··· Data extract ···
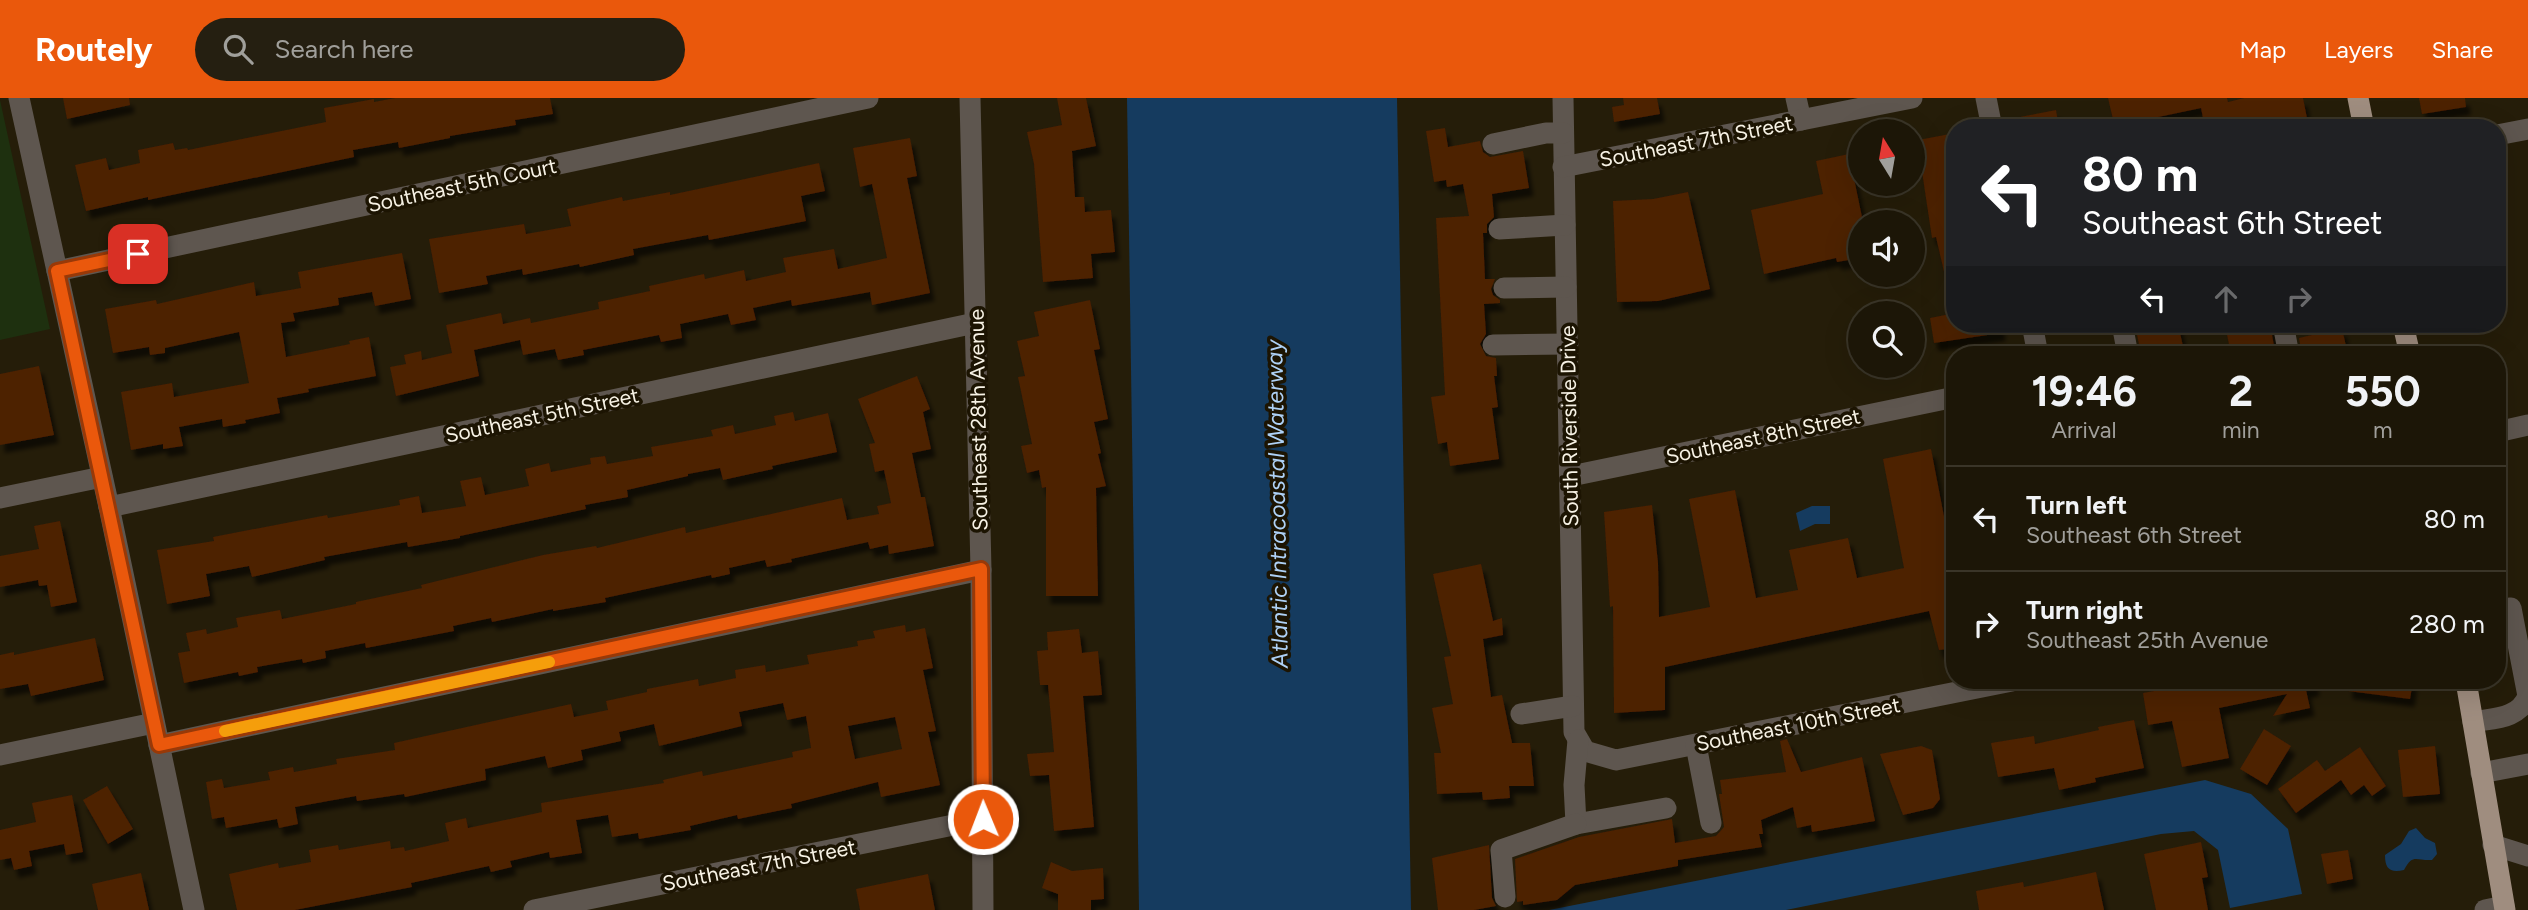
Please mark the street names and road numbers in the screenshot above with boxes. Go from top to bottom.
street label: Southeast 7th Street [1597,110,1795,172]
street label: Southeast 5th Court [365,153,559,217]
street label: Southeast 28th Avenue [964,309,992,531]
street label: South Riverside Drive [1555,325,1583,527]
street label: Southeast 5th Street [443,382,641,448]
street label: Southeast 8th Street [1664,403,1863,469]
street label: Southeast 10th Street [1694,692,1902,756]
street label: Southeast 7th Street [660,834,858,896]

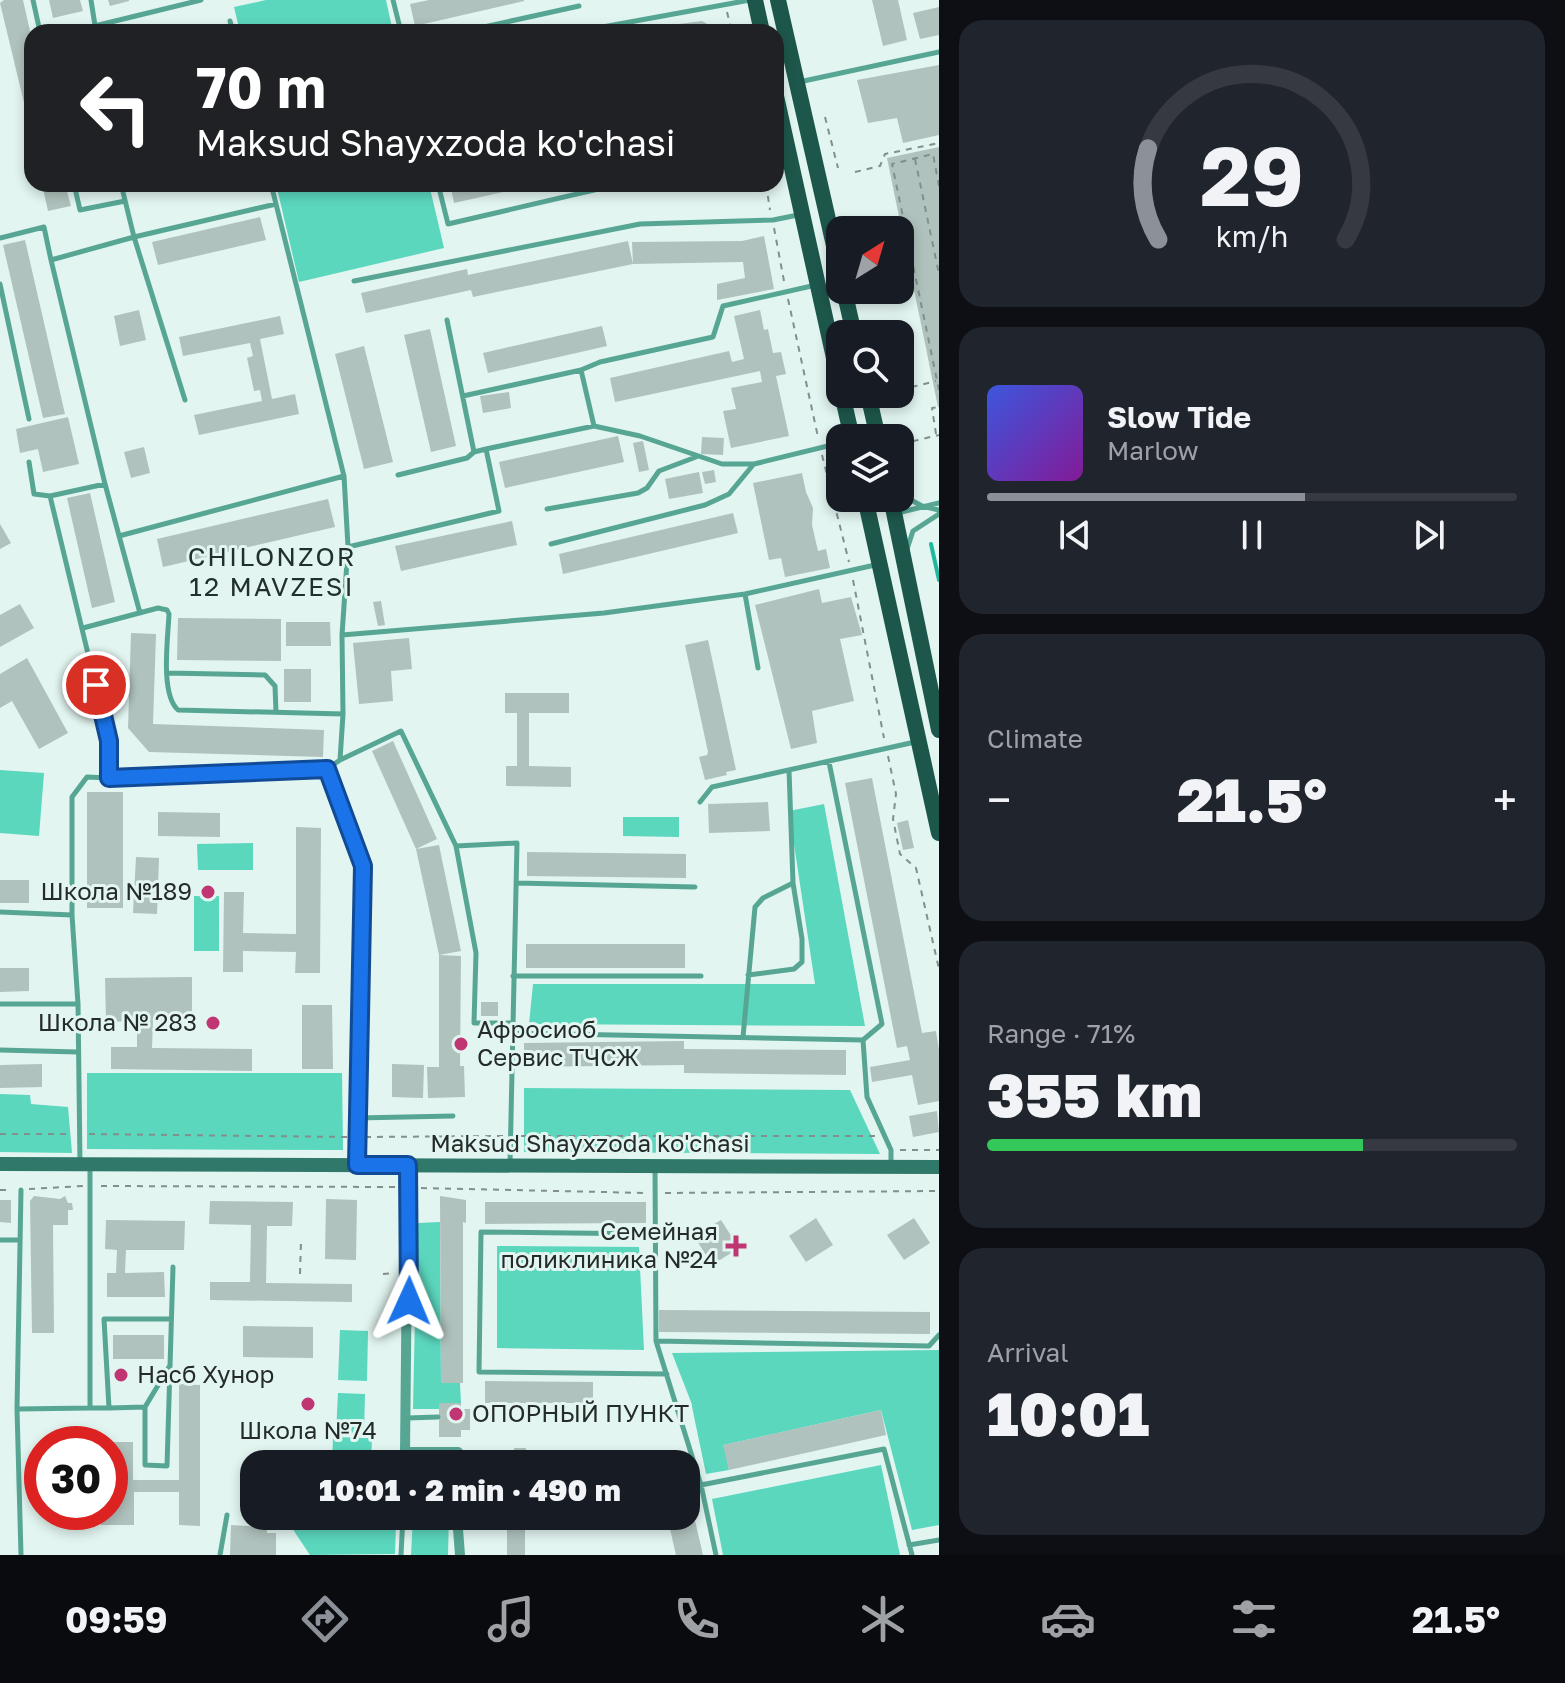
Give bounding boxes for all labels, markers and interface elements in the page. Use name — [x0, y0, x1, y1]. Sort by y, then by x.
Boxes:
text: 70 m — [196, 53, 326, 120]
icon: left — [64, 56, 168, 160]
text: Maksud Shayxzoda ko'chasi — [196, 121, 675, 164]
text: 29 — [1200, 123, 1304, 223]
north arrow — [826, 216, 914, 304]
map controls — [826, 216, 914, 512]
text: km/h — [1216, 219, 1288, 253]
button: search — [826, 320, 914, 408]
text: Slow Tide — [1107, 399, 1251, 435]
button: layers — [826, 424, 914, 512]
text: Marlow — [1107, 435, 1199, 466]
icon: previous — [1053, 513, 1097, 557]
icon: pause — [1230, 513, 1274, 557]
icon: next — [1407, 513, 1451, 557]
district label: CHILONZOR 12 MAVZESI — [188, 541, 356, 602]
pin — [62, 651, 130, 719]
icon: arrive — [74, 663, 118, 707]
text: Climate — [987, 723, 1083, 754]
text: 21.5° — [1177, 763, 1327, 835]
text: − — [987, 773, 1011, 826]
text: + — [1493, 773, 1517, 826]
place label: Школа №189 — [41, 876, 192, 905]
marker: Школа №189 — [199, 883, 217, 901]
place label: Школа № 283 — [38, 1007, 197, 1036]
marker: Школа № 283 — [204, 1014, 222, 1032]
place label: Афросиоб Сервис ТЧСЖ — [477, 1014, 639, 1071]
text: Range · 71% — [987, 1018, 1135, 1049]
marker: Афросиоб Сервис ТЧСЖ — [452, 1035, 470, 1053]
text: 355 km — [987, 1058, 1202, 1130]
street label: Maksud Shayxzoda ko'chasi — [430, 1128, 750, 1157]
place label: Семейная поликлиника №24 — [501, 1216, 718, 1273]
marker: Семейная поликлиника №24 — [725, 1235, 747, 1257]
position arrow — [367, 1259, 451, 1343]
text: Arrival — [987, 1337, 1068, 1368]
place label: Насб Хунор — [137, 1359, 274, 1388]
marker: Насб Хунор — [112, 1366, 130, 1384]
text: 10:01 — [987, 1377, 1149, 1449]
marker: Школа №74 — [299, 1395, 317, 1413]
place label: ОПОРНЫЙ ПУНКТ — [472, 1398, 689, 1427]
marker: ОПОРНЫЙ ПУНКТ — [447, 1405, 465, 1423]
place label: Школа №74 — [239, 1415, 377, 1444]
speed limit sign: 30 — [24, 1426, 128, 1530]
text: 10:01 · 2 min · 490 m — [319, 1472, 621, 1508]
icon: directions — [297, 1591, 353, 1647]
icon: music — [483, 1591, 539, 1647]
icon: phone — [669, 1591, 725, 1647]
icon: climate — [855, 1591, 911, 1647]
icon: car — [1040, 1591, 1096, 1647]
icon: filters — [1226, 1591, 1282, 1647]
text: 09:59 — [65, 1598, 168, 1641]
text: 21.5° — [1412, 1598, 1500, 1641]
···
**Your goal**. Look through the records and gather every line containing "Southeast".

**Response for this exercise**.
street label: Southeast 7th Street [1597,110,1795,172]
street label: Southeast 5th Court [365,153,559,217]
street label: Southeast 28th Avenue [964,309,992,531]
street label: Southeast 5th Street [443,382,641,448]
street label: Southeast 8th Street [1664,403,1863,469]
street label: Southeast 10th Street [1694,692,1902,756]
street label: Southeast 7th Street [660,834,858,896]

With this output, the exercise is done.